■ **RECORDS SHOWN**:
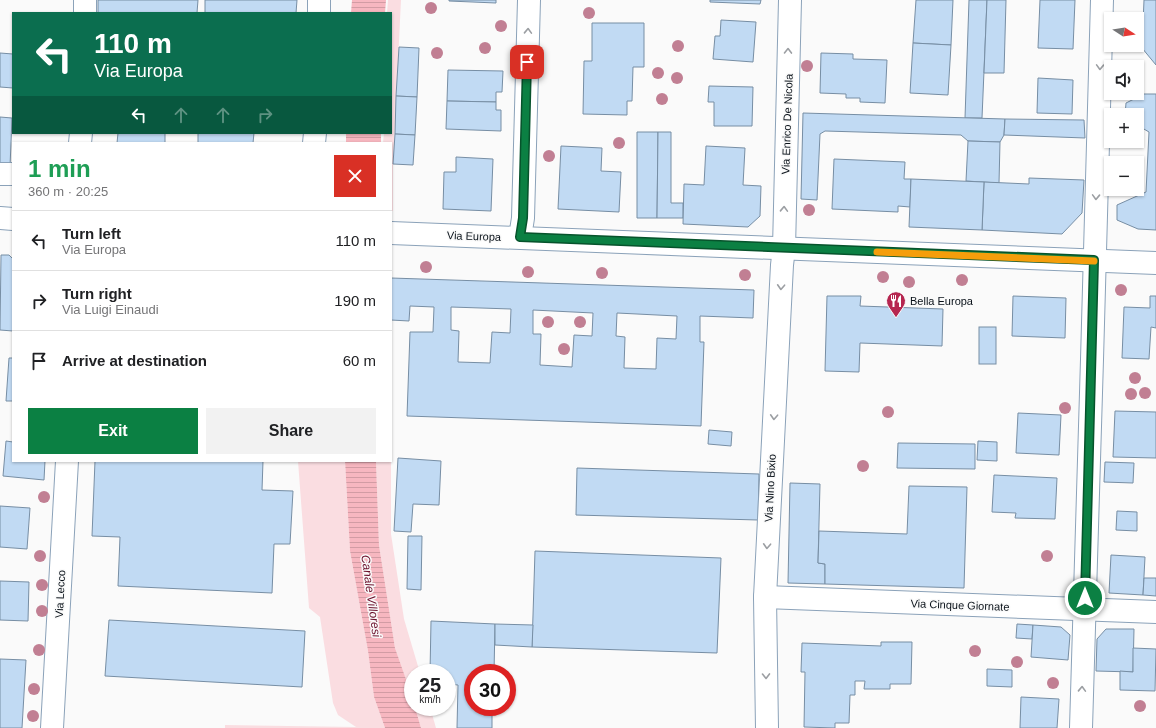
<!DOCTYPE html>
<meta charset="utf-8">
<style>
body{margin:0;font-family:Arial,sans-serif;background:#f2f2f2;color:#202124;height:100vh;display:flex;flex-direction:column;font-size:15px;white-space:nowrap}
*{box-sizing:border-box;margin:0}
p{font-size:13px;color:#757577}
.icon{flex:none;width:22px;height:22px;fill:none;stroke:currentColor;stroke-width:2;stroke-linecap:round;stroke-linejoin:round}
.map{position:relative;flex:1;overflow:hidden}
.panel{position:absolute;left:12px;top:142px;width:380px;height:320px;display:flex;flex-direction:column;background:#fff;border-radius:0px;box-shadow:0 1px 3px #0004}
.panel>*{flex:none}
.top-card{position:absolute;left:12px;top:12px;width:380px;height:122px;border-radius:0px;box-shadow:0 1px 3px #0004;background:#0b6e4f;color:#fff;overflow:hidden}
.needle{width:26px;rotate:102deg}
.tools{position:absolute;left:1104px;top:12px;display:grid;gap:8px}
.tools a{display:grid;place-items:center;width:40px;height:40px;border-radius:0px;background:#fff;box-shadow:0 1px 3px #0004;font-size:20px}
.speed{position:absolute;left:404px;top:664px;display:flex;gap:8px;font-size:20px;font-weight:700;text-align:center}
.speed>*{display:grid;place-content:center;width:52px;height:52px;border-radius:50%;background:#fff;box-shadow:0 1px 3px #0004;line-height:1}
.speed small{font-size:10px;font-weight:400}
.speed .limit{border:6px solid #d22;background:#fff;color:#111}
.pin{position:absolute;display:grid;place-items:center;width:34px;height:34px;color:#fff;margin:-17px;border-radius:8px;box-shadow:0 2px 6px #0006}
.me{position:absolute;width:44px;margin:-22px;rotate:0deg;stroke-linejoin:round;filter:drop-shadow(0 0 3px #0008)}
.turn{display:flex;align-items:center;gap:14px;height:84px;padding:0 16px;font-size:18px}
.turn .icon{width:52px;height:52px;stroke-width:2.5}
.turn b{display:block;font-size:28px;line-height:34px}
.lanes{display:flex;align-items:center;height:38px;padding:0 16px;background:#0003;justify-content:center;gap:20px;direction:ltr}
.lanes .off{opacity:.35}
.round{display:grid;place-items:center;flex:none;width:42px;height:42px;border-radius:0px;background:#f2f2f2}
.head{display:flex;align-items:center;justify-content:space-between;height:68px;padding:0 16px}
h1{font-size:24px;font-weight:700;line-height:30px;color:#1e9e55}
.button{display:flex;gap:8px;margin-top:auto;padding:8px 16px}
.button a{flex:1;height:46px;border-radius:0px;background:#0b8043;color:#fff;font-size:16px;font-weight:700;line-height:46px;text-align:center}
.button a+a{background:#f2f2f2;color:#202124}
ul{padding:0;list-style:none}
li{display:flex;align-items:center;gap:12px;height:60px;padding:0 16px;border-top:1px solid #e0e0e0}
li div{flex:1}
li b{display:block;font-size:15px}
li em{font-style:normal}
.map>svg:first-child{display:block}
.grass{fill:#fadde1}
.water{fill:url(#water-rules)}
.building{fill:#c1daf3;stroke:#778ea4;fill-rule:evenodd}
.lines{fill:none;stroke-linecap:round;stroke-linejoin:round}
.minor-casing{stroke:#8ba2b9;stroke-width:24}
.minor{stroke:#fff;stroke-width:22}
.tree{fill:#c17f93}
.oneway{stroke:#9c9fa3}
.route-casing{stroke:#07532c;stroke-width:10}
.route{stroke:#0b8043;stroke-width:7}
.slow{stroke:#f59e0b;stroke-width:7}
.labels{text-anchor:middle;stroke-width:3;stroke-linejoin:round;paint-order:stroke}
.street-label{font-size:11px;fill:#081018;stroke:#fafafa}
.poi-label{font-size:11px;fill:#081018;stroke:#fafafa;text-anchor:start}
.water-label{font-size:12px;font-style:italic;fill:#6b0f2b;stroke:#fafafa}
</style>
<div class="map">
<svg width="1156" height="728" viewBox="0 0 1156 728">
<defs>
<pattern id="water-rules" width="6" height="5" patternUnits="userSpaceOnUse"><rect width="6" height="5" fill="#f7b7c0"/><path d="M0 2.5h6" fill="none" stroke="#d29ca4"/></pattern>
</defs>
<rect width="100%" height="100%" fill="#fafafa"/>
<g class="grass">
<polygon points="388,0 401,0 393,164 393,211 391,211 391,143 383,143 384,133 391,133 391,13 387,13"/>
<polygon points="298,461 345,461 350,551 368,651 374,697 385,728 225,728 225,725 356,727 338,715 333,703 320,617 309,608"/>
<polygon points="376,461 391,461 391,534 404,619 420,673 413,673 413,702 395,648 379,545"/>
<polygon points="415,707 430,707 436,728 421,728"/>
</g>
<g class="water">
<polygon points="352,0 386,0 385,13 351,13"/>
<rect x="346" y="133" width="35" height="10"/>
<polygon points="345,461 376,461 379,545 395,648 410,691 413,702 413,707 415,707 421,728 385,728 374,697 368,651 350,551"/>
</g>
<g class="building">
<polygon points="98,0 198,0 197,13 98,13"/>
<polygon points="205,0 297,0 296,13 205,13"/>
<polygon points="449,0 496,0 496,3 449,1"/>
<polygon points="710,0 761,0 760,4 710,2"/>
<polygon points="916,0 953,0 951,45 913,43"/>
<polygon points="969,0 987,0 982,118 965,118"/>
<polygon points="987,0 1006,0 1004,73 984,73"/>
<polygon points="1040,0 1075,0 1073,49 1038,48"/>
<polygon points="1144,0 1156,0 1156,65 1142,48"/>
<polygon points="721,20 756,22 753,62 713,59 715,36 720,36"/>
<polygon points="592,23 644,23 644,67 633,67 632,101 627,101 627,115 583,114 584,61 592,61"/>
<polygon points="913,43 951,45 948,95 910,93"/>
<polygon points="399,47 419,48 417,97 396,96"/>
<polygon points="0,53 13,54 13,88 0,87"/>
<polygon points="821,53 853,54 853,59 887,60 885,103 860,102 860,98 846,98 846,94 820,93"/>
<polygon points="448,70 503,71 502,92 496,92 496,102 447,101"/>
<polygon points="1038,78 1073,80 1072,114 1037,113"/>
<polygon points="709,86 753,87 752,126 714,126 714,102 708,102"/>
<polygon points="1144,94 1156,94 1156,230 1138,229 1117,220 1117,205 1146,192 1149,132 1137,125 1137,115 1125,115 1126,103"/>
<polygon points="396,96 417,97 415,135 395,134"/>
<polygon points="447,101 496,102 496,110 501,110 501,131 446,129"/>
<polygon points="803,113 1005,119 1004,135 1000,142 968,141 961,135 825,131 820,134 817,200 801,199"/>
<polygon points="0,117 12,118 10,167 0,166"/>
<polygon points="1005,119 1084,120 1085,138 1004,135"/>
<polygon points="637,132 658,132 657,218 637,218"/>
<polygon points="658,132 671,132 671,203 683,203 683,218 657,218"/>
<polygon points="118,133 165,133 165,143 117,143"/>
<polygon points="198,133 254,133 253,143 198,143"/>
<polygon points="395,134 415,135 413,165 393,164"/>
<polygon points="968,141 1000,142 999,183 966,181"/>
<polygon points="561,146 602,148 601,171 621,172 619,212 558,209"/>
<polygon points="706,146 745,148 743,185 761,186 760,216 748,227 683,224 684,184 704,185"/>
<polygon points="456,157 493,159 491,211 443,209 444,172 456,172"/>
<polygon points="834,159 905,162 904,179 911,179 910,207 898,206 898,212 832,209"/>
<polygon points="1029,178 1084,180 1082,213 1062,234 982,230 984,182 1029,184"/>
<polygon points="911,179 984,182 982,230 909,227"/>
<polygon points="1,255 9,255 13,259 13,331 0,330"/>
<path d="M391,278L754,290L753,318L700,316V342H704L701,426L407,416L410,332H433L434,307L410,306L409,321L391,320ZM451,307L511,309L510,333L492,332L490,363L458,362L459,331L451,330ZM533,310L593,313L592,336L574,335L572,367L540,365L541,334H533ZM617,313L677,316L676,339L657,338L656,369L624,368L625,337L616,336Z"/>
<polygon points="827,296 861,296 860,306 943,309 942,346 860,343 859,372 825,371"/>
<polygon points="1013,296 1066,298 1065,338 1012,336"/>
<polygon points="1150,296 1156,296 1156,328 1151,327 1149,359 1122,358 1124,307 1150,308"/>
<rect x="979" y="327" width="17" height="37"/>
<polygon points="9,358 13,358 13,401 6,401"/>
<polygon points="1115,411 1156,412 1156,458 1113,457"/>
<polygon points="1018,413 1061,415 1059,455 1016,453"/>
<polygon points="709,430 732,432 731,446 708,444"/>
<polygon points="6,441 13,442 13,461 45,461 44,480 3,476"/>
<polygon points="978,441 997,442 997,461 977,460"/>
<polygon points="898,443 975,444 975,469 897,468"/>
<polygon points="398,458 441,461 439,505 413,504 411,532 394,531"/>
<polygon points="95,461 263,461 262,490 293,491 290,544 274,544 272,593 118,586 120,537 92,536"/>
<polygon points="1105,462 1134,463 1133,483 1104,482"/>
<polygon points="577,468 759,474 758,520 576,515"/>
<polygon points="994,475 1057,478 1055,519 1015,518 1016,513 992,512"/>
<polygon points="790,483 820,484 818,563 825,564 825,584 788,583"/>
<polygon points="909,486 967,487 964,588 825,584 825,564 818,563 819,531 907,534"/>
<polygon points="0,506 30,508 27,549 0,547"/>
<polygon points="1117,511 1137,512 1137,531 1116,530"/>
<polygon points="408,536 422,536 421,590 407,589"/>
<polygon points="535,551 721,558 717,653 532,647"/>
<polygon points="1111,555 1145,557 1143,595 1109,593"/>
<polygon points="1144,578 1156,578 1156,596 1143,595"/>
<polygon points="0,581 29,582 28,621 0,620"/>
<polygon points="109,620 305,631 302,687 105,676"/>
<polygon points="431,621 495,624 494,673 473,673 473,707 492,707 492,728 457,728 458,685 447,684 447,673 430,673"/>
<polygon points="495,624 533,625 532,647 495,645"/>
<polygon points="1017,624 1033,625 1032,639 1016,638"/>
<polygon points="1033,625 1061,627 1070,635 1068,660 1031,657"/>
<polygon points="1106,629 1134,629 1133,672 1096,671 1097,639"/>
<polygon points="881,642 912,642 911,684 890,684 890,689 864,689 865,681 855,681 855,695 850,695 849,723 835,723 835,728 804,727 805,672 801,672 802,643 881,646"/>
<polygon points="1133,648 1156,649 1155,691 1120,690 1120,671 1133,672"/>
<polygon points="0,659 26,660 22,728 0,728"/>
<polygon points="987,669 1012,670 1012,687 987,686"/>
<polygon points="1021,697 1059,699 1057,728 1020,728"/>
</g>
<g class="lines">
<defs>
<g id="minor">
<polyline points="85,13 85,0"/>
<polyline points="319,13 319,0"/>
<polyline points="80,143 81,133"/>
<polyline points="314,143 315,133"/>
<polyline points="0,174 13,174"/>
<polyline points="0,218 13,219"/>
<polyline points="391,233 1156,263"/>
<polyline points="520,237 523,218 529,0"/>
<polyline points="765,597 1156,612"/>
<polyline points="52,728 67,461"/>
<polyline points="767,728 765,597 782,265 784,248 790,0"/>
<path d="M1081,728C1090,485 1094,243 1102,0"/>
</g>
</defs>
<use href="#minor" class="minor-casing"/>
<use href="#minor" class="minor"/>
</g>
<g class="tree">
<circle cx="431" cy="8" r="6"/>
<circle cx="589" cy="13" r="6"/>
<circle cx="501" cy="26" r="6"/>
<circle cx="678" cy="46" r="6"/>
<circle cx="485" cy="48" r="6"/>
<circle cx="437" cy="53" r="6"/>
<circle cx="807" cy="66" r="6"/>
<circle cx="658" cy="73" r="6"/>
<circle cx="677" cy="78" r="6"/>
<circle cx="662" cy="99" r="6"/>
<circle cx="619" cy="143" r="6"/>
<circle cx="549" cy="156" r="6"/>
<circle cx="809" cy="210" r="6"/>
<circle cx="426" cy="267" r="6"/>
<circle cx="528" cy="272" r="6"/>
<circle cx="602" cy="273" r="6"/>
<circle cx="745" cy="275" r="6"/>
<circle cx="883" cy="277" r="6"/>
<circle cx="962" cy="280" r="6"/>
<circle cx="909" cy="282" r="6"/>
<circle cx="1121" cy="290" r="6"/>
<circle cx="548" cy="322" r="6"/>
<circle cx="580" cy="322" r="6"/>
<circle cx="564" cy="349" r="6"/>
<circle cx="1135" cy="378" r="6"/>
<circle cx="1145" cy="393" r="6"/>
<circle cx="1131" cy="394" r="6"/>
<circle cx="1065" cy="408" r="6"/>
<circle cx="888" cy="412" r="6"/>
<circle cx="863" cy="466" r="6"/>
<circle cx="44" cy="497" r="6"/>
<circle cx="40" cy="556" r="6"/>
<circle cx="1047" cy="556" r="6"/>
<circle cx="42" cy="585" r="6"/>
<circle cx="42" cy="611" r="6"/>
<circle cx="39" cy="650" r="6"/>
<circle cx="975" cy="651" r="6"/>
<circle cx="1017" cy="662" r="6"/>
<circle cx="1053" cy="683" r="6"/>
<circle cx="34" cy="689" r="6"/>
<circle cx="1140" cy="706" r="6"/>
<circle cx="33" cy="716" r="6"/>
</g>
<defs><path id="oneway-chevron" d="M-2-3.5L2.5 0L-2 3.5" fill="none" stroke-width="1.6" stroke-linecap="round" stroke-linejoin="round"/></defs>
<g class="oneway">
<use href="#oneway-chevron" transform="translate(528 31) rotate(-88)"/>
<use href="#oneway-chevron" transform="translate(788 51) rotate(-89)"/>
<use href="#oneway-chevron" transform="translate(1100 67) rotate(92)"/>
<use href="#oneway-chevron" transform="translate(1096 197) rotate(92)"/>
<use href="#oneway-chevron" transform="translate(784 209) rotate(-88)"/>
<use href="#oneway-chevron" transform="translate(781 287) rotate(93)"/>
<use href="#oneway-chevron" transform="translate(774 417) rotate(93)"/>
<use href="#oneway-chevron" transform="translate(767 546) rotate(93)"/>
<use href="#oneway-chevron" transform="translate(766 676) rotate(89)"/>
<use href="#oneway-chevron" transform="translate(1082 689) rotate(-88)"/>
</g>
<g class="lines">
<defs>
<polyline id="route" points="527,62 523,218 520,237 1094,260 1085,598"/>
</defs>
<use href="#route" class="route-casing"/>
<use href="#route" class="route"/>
<polyline class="slow" points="877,252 1094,261"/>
</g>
<defs>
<symbol id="restaurant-pin" viewBox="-11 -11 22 30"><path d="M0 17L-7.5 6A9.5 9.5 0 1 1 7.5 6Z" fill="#b62650" stroke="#fafafa"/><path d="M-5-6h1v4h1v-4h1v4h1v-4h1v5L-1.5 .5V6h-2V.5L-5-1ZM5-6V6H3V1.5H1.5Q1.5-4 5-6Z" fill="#fff"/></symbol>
</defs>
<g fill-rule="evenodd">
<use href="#restaurant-pin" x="885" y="290" width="22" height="30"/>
</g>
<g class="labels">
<g class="street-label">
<text transform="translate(787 124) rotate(-88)" y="4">Via Enrico De Nicola</text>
<text transform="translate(474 236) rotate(2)" y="4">Via Europa</text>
<text transform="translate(770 488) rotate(-87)" y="4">Via Nino Bixio</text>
<text transform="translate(60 594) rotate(-87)" y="4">Via Lecco</text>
<text transform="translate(960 605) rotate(2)" y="4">Via Cinque Giornate</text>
</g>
<g class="poi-label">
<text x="910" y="305">Bella Europa</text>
</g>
<g class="water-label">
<text transform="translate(371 596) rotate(82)" y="4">Canale Villoresi</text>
</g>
</g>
</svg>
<div class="tools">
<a><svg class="needle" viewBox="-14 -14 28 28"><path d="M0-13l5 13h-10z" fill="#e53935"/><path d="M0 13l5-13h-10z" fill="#757577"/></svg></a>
<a><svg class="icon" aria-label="sound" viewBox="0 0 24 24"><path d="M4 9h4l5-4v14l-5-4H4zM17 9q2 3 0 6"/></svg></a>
<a>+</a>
<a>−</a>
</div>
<div class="speed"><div>25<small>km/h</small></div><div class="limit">30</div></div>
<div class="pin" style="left:527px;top:62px;background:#d93025"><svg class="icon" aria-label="arrive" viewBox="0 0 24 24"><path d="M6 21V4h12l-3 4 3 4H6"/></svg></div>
<svg class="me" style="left:1085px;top:598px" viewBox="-20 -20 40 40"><circle r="17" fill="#0b8043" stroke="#fff" stroke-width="3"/><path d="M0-11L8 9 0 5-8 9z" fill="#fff"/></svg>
<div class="top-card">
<div class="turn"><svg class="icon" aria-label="left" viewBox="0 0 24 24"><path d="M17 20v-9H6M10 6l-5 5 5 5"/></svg><div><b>110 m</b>Via Europa</div></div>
<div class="lanes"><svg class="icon" aria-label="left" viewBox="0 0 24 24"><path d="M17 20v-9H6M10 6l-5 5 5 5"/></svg><svg class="icon off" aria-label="ahead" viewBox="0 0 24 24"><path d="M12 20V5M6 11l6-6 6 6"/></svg><svg class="icon off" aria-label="ahead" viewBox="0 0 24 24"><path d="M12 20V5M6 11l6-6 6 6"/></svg><svg class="icon off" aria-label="right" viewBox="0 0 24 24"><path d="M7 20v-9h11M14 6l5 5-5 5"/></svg></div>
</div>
<section class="panel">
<div class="head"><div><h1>1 min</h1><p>360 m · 20:25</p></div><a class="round" style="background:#d93025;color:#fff"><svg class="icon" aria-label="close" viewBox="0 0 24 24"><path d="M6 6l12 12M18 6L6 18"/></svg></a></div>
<ul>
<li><svg class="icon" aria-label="left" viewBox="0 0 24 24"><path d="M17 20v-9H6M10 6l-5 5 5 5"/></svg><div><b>Turn left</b><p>Via Europa</p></div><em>110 m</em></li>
<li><svg class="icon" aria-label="right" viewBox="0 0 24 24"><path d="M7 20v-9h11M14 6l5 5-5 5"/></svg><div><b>Turn right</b><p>Via Luigi Einaudi</p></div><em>190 m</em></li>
<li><svg class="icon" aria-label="arrive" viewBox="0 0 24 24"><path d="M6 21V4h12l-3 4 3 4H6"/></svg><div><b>Arrive at destination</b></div><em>60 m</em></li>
</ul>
<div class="button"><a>Exit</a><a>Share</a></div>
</section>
</div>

■ **PROBLEM DETAILS**: Scan the listing above and report how many of its lines hold the word "overflow", giving the number only.

■ **RESPONSE**: 2